_Work order_
Copy every line of the data that contains the string "lineWidth".

_Supplied information_
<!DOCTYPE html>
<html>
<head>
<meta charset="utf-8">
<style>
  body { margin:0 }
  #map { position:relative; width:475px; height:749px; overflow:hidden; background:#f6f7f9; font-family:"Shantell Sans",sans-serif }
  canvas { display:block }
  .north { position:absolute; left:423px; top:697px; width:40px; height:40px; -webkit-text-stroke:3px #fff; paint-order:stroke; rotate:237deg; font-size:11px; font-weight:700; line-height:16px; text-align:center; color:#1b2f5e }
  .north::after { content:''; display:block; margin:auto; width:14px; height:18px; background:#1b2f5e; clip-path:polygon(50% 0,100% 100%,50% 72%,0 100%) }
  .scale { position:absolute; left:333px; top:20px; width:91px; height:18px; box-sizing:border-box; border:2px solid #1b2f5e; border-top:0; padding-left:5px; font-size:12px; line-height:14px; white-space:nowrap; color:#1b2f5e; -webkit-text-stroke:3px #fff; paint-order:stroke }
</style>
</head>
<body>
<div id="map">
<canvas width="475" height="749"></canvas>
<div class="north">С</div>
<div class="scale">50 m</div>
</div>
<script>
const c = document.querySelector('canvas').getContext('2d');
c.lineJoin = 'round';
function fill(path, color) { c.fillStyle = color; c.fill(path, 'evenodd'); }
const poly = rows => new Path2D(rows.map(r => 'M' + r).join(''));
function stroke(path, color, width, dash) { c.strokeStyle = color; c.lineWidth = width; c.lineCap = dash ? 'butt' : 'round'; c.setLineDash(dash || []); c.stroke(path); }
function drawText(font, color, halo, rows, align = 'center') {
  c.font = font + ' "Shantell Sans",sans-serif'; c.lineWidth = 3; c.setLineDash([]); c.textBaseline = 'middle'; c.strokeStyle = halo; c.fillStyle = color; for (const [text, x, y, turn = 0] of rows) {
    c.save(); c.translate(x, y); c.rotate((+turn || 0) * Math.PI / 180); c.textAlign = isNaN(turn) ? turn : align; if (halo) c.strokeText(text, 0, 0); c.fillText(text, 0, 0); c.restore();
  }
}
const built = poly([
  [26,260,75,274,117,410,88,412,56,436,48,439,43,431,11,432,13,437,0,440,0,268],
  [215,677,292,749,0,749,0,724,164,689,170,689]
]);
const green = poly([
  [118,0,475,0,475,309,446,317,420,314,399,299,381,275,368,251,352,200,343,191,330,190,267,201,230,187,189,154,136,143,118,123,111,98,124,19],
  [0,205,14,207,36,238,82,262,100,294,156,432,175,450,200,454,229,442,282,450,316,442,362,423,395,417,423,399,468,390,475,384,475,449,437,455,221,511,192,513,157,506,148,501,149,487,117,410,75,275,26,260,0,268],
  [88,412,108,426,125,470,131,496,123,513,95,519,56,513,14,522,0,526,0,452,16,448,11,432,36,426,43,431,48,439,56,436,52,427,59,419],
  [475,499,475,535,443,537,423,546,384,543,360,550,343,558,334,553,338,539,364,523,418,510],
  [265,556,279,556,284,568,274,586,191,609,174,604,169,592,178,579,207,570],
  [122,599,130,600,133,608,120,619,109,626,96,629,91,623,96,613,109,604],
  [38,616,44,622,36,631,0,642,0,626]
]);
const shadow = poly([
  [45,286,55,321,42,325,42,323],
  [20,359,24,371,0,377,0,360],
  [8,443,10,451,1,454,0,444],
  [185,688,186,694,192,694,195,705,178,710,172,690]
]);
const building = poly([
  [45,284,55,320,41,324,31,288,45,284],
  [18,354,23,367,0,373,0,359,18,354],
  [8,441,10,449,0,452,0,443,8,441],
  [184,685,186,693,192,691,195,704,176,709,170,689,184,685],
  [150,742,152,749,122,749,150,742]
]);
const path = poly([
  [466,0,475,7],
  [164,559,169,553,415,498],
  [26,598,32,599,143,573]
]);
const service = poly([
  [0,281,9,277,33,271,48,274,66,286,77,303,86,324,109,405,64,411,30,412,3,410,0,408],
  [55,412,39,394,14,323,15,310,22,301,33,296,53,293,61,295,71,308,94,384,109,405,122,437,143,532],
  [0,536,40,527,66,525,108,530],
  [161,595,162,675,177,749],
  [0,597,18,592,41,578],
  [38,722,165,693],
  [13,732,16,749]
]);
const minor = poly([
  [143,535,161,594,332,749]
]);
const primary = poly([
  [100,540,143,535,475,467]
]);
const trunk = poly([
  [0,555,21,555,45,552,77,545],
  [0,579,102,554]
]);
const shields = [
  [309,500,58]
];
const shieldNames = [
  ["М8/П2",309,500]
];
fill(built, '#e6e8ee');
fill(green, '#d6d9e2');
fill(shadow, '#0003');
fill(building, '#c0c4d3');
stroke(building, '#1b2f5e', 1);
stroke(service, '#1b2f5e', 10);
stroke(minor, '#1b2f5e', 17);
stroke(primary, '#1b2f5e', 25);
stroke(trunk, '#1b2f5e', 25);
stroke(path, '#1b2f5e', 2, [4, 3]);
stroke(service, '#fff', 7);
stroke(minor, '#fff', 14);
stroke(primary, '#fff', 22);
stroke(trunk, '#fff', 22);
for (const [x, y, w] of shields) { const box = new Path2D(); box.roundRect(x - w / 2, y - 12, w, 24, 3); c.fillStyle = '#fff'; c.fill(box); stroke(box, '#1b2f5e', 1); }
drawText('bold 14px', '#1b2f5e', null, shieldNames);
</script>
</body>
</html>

_Task response_
function stroke(path, color, width, dash) { c.strokeStyle = color; c.lineWidth = width; c.lineCap = dash ? 'butt' : 'round'; c.setLineDash(dash || []); c.stroke(path); }
  c.font = font + ' "Shantell Sans",sans-serif'; c.lineWidth = 3; c.setLineDash([]); c.textBaseline = 'middle'; c.strokeStyle = halo; c.fillStyle = color; for (const [text, x, y, turn = 0] of rows) {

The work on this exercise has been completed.